Data excerpts:

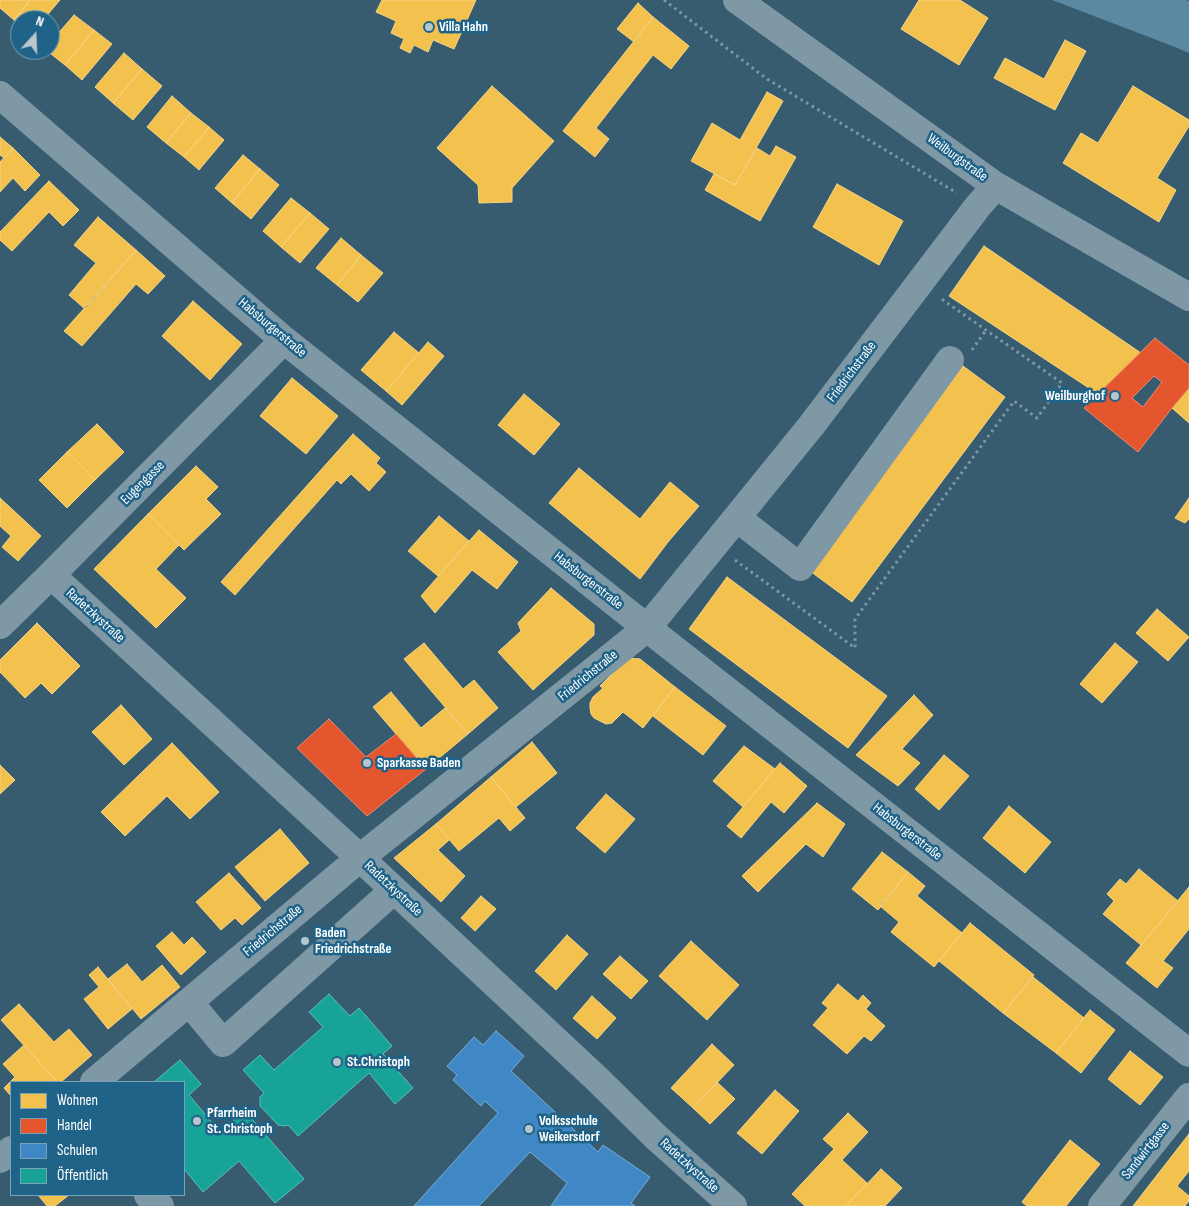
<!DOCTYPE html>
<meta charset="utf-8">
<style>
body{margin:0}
#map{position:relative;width:1189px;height:1206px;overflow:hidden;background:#375c70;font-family:"Sofia Sans Condensed",sans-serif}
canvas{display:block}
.legend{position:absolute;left:10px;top:1081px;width:175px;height:115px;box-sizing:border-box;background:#1f6388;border:1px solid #79a1b8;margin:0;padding:6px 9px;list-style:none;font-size:15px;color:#fff}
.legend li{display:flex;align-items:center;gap:10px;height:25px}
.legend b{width:25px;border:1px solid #79a1b8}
.north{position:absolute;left:10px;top:10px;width:50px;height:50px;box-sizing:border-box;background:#1f6388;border:1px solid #79a1b8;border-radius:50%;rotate:20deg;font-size:14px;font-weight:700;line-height:20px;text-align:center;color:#fff}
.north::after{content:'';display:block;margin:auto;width:18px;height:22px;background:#b9c6cd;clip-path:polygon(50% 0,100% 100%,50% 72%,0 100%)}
</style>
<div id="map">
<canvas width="1189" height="1206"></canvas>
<ul class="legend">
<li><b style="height:14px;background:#f2c14e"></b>Wohnen</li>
<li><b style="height:14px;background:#e4572e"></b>Handel</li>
<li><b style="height:14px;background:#3f88c5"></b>Schulen</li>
<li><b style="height:14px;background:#17a398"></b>Öffentlich</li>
</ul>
<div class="north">N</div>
</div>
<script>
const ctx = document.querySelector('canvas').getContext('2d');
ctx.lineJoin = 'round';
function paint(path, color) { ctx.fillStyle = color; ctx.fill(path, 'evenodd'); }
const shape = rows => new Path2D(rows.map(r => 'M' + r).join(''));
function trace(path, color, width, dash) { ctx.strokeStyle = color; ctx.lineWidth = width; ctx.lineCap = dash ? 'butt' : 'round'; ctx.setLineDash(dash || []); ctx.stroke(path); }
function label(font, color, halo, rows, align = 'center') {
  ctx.font = font + ' "Sofia Sans Condensed",sans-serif'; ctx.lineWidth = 5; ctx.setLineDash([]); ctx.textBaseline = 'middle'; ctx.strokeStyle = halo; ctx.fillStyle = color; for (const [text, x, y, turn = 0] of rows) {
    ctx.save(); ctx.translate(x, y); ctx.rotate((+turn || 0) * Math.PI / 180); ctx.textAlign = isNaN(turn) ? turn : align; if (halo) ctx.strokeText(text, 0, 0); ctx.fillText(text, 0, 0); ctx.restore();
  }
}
paint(shape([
 [1052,0,1186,0,1189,1,1189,53,1175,47]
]), '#5a89a1');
const homes = shape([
 [0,0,30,0,14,20,0,8,0,0],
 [30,0,60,0,43,20,20,20,20,25,14,20,30,0],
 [382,0,476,0,454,49,433,40,428,52,414,45,410,53,400,48,404,39,391,33,396,21,376,12,382,0],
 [919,0,960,0,988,18,959,65,901,29,919,0],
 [638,3,653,17,634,42,617,29,638,3],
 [74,15,94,30,65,65,46,50,50,50,50,43,74,15],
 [653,17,689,46,671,69,653,55,596,128,609,139,595,157,563,131,653,17],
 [94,30,112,44,82,80,65,65,94,30],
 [1065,40,1086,51,1055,110,994,78,1005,58,1044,79,1065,40],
 [124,53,142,69,113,103,95,87,124,53],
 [142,69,162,86,133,120,113,103,142,69],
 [492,86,554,141,512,188,512,202,479,203,478,185,437,148,492,86],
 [1133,86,1189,120,1189,126,1157,178,1176,190,1159,222,1063,163,1081,133,1098,143,1133,86],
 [767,92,783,101,735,185,691,161,712,123,740,140,767,92],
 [172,96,191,113,166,143,147,127,172,96],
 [191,113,209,127,184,157,166,143,191,113],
 [209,127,224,140,199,170,184,157,209,127],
 [0,137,13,148,4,158,0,155,0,137],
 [776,146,796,157,760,221,705,190,714,174,735,185,757,148,770,156,776,146],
 [13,148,40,175,25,191,13,178,0,192,0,162,13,148],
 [243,155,260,169,232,203,215,188,243,155],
 [260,169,279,185,251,219,232,203,260,169],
 [49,181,79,210,63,226,49,212,12,251,0,240,0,232,49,181],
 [837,184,903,221,879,265,813,227,837,184],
 [291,198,310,213,281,247,263,231,291,198],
 [310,213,329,229,300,263,281,247,310,213],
 [98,217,136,250,85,309,69,295,96,263,74,245,98,217],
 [341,238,361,255,337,285,316,268,341,238],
 [984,246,1141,353,1098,394,949,296,984,246],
 [136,250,165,276,148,294,136,284,82,346,64,331,136,250],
 [361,255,383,273,358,302,337,285,361,255],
 [193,301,242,344,210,380,162,336,193,301],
 [394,332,419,353,386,391,361,370,394,332],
 [428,342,444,356,402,405,386,391,428,342],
 [963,366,1005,397,852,602,810,571,963,366],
 [292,378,338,416,306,454,260,416,292,378],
 [1189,388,1189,423,1172,408,1189,388],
 [524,394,560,424,534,455,498,425,524,394],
 [97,424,124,452,95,480,67,452,97,424],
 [353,434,380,458,376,463,386,472,369,491,351,474,341,484,337,480,235,595,221,582,353,434],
 [67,452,95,480,67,508,39,480,67,452],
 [196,466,218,487,206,499,221,514,184,550,148,514,196,466],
 [579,468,640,519,670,482,699,506,668,542,640,579,549,503,579,468],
 [0,498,41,536,18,561,2,547,11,536,0,526,0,498],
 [1189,498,1189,519,1185,523,1175,518,1189,498],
 [148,514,179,545,156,569,186,598,156,628,94,569,148,514],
 [439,516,469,541,438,576,408,551,439,516],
 [479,530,518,562,497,589,472,570,435,613,421,596,479,530],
 [727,577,887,696,848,748,689,629,727,577],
 [551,588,594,624,594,635,533,690,498,652,521,631,518,623,551,588],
 [1157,609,1189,637,1168,661,1136,633,1157,609],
 [37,623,80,666,52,694,41,683,25,698,0,672,0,660,37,623],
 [424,643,463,689,474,680,498,708,468,734,404,659,424,643],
 [1115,643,1138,662,1102,703,1080,684,1115,643],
 [628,658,640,659,675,687,643,728,623,712,612,723,606,724,594,718,591,714,590,708,590,703,593,697,603,688,600,686,628,658],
 [675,687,726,726,703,755,653,716,675,687],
 [391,692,421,728,445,708,468,734,426,769,373,707,391,692],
 [914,695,933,715,902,749,920,763,898,786,856,755,914,695],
 [121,705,152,739,124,765,92,732,121,705],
 [532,742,557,773,516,807,491,777,532,742],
 [172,743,219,792,190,819,167,796,125,836,101,812,172,743],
 [744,746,775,769,743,807,713,781,744,746],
 [944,755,969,776,939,810,915,789,944,755],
 [780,763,807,786,784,813,771,802,741,838,727,826,780,763],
 [0,765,15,780,0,794,0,765],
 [491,777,525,818,510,831,499,818,459,851,436,824,491,777],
 [606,794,635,819,605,853,576,828,606,794],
 [817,803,845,824,823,857,806,844,758,892,742,876,817,803],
 [1009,806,1051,842,1025,873,983,838,1009,806],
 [436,824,449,840,438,850,465,876,441,902,394,858,436,824],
 [280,829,309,863,265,901,235,867,280,829],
 [882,852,908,872,878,910,852,889,882,852],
 [1139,869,1178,901,1141,945,1103,914,1114,901,1107,894,1120,879,1126,884,1139,869],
 [908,872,925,886,917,896,962,933,934,967,891,932,899,922,880,906,908,872],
 [229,873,261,908,242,925,235,918,221,930,196,902,229,873],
 [1189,887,1189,929,1163,961,1173,968,1157,988,1126,963,1189,887],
 [481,896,496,909,475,931,461,918,481,896],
 [970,923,1034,975,1003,1013,939,961,970,923],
 [172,932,184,945,192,937,206,952,181,975,156,946,172,932],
 [567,935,588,954,556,990,535,971,567,935],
 [691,941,739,985,707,1020,659,976,691,941],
 [620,956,648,981,631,999,603,974,620,956],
 [127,964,142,982,162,965,180,987,141,1019,108,979,127,964],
 [98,967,132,1009,108,1029,84,999,99,987,89,975,98,967],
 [1033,977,1084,1018,1056,1053,1003,1013,1033,977],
 [838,984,858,1001,863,995,871,1003,866,1009,885,1026,871,1041,864,1036,847,1054,813,1025,828,1008,822,1003,838,984],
 [592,996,616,1018,597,1039,573,1018,592,996],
 [19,1004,54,1042,69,1029,92,1055,61,1082,57,1082,1,1020,19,1004],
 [1090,1010,1115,1030,1081,1073,1056,1053,1090,1010],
 [712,1044,734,1065,693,1108,671,1088,712,1044],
 [24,1045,57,1082,11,1082,11,1096,4,1088,15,1077,3,1064,24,1045],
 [1130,1051,1163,1077,1140,1105,1108,1079,1130,1051],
 [717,1082,735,1099,710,1124,693,1108,717,1082],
 [775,1090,799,1111,762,1154,737,1133,775,1090],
 [848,1113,868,1132,842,1160,867,1183,846,1206,805,1206,792,1194,834,1149,823,1139,848,1113],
 [1189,1134,1189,1171,1177,1186,1189,1196,1189,1201,1185,1206,1133,1206,1189,1134],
 [1070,1140,1100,1164,1066,1206,1027,1206,1022,1202,1070,1140],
 [881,1169,902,1188,885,1206,846,1206,881,1169],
 [38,1195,69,1195,55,1206,47,1206,38,1195]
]);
paint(homes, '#f2c14e');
trace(homes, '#f6d483', 1);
const shops = shape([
 [1155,338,1189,365,1189,388,1172,408,1138,452,1084,408,1155,338],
 [1154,376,1162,382,1143,407,1132,398,1154,376],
 [329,719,366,757,396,734,426,769,367,816,297,748,329,719]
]);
paint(shops, '#e4572e');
trace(shops, '#ec896d', 1);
const schools = shape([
 [496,1031,524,1056,511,1071,598,1152,603,1145,650,1177,631,1203,635,1206,551,1206,567,1183,530,1152,479,1206,414,1206,498,1113,485,1101,481,1106,453,1080,457,1075,447,1066,474,1037,483,1045,496,1031]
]);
paint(schools, '#3f88c5');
trace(schools, '#79acd6', 1);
const public = shape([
 [329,994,350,1016,359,1008,392,1046,383,1054,413,1088,395,1104,369,1073,298,1136,288,1125,284,1126,278,1125,260,1106,260,1097,264,1093,243,1070,260,1055,274,1070,323,1027,309,1012,329,994],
 [180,1060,201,1084,189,1095,220,1132,245,1111,304,1179,275,1203,239,1161,203,1192,184,1169,184,1082,154,1082,180,1060]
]);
paint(public, '#17a398');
trace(public, '#5dbfb7', 1);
trace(shape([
 [664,0,767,79,957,193],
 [972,350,986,330],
 [735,560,855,648,855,619,1014,401,1037,418,1062,383,940,298]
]), '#7e98a6', 3, [2.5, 4]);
trace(shape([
 [737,0,996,186,1189,297],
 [0,95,284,340,647,628,1189,1053],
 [737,518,800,567,950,360],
 [51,575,360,858,596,1078,656,1137,733,1206],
 [0,625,51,575,284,340],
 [189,1002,223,1043,394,890],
 [94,1082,360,858,647,628,811,426,978,206,996,186],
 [0,1159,11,1150],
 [148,1195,160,1206],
 [1102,1206,1189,1097]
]), '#7e98a6', 28);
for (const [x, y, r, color] of [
 [429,27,5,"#b9c6cd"],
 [1115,396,5,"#b9c6cd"],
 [367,763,5,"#b9c6cd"],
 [305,941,5,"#b9c6cd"],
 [337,1062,5,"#b9c6cd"],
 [197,1121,5,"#b9c6cd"],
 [529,1129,5,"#b9c6cd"]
]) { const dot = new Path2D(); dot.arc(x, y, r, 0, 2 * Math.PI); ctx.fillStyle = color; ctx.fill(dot); trace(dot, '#1f6388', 2); }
label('bold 14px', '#fff', '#1f6388', [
 ["Villa Hahn",439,27],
 ["Weilburghof",1105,396,"right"],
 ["Sparkasse Baden",377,763],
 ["Baden",315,933],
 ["Friedrichstraße",315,949],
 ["St.Christoph",347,1062],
 ["Pfarrheim",207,1113],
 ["St. Christoph",207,1129],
 ["Volksschule",539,1121],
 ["Weikersdorf",539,1137]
], 'left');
label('14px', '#fff', '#1f6388', [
 ["Weilburgstraße",957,158,36],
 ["Habsburgerstraße",272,328,40],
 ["Friedrichstraße",852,372,-53],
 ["Eugengasse",143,483,-45],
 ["Habsburgerstraße",588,581,38],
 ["Radetzkystraße",95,616,42],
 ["Friedrichstraße",588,676,-39],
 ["Habsburgerstraße",907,832,38],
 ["Radetzkystraße",393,889,43],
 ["Friedrichstraße",273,931,-40],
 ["Sandwirtgasse",1146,1151,-52],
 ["Radetzkystraße",689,1166,42]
]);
</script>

__Task description__
If a line of the records above holds the word "setLineDash", show it.

__Result below__
function trace(path, color, width, dash) { ctx.strokeStyle = color; ctx.lineWidth = width; ctx.lineCap = dash ? 'butt' : 'round'; ctx.setLineDash(dash || []); ctx.stroke(path); }
  ctx.font = font + ' "Sofia Sans Condensed",sans-serif'; ctx.lineWidth = 5; ctx.setLineDash([]); ctx.textBaseline = 'middle'; ctx.strokeStyle = halo; ctx.fillStyle = color; for (const [text, x, y, turn = 0] of rows) {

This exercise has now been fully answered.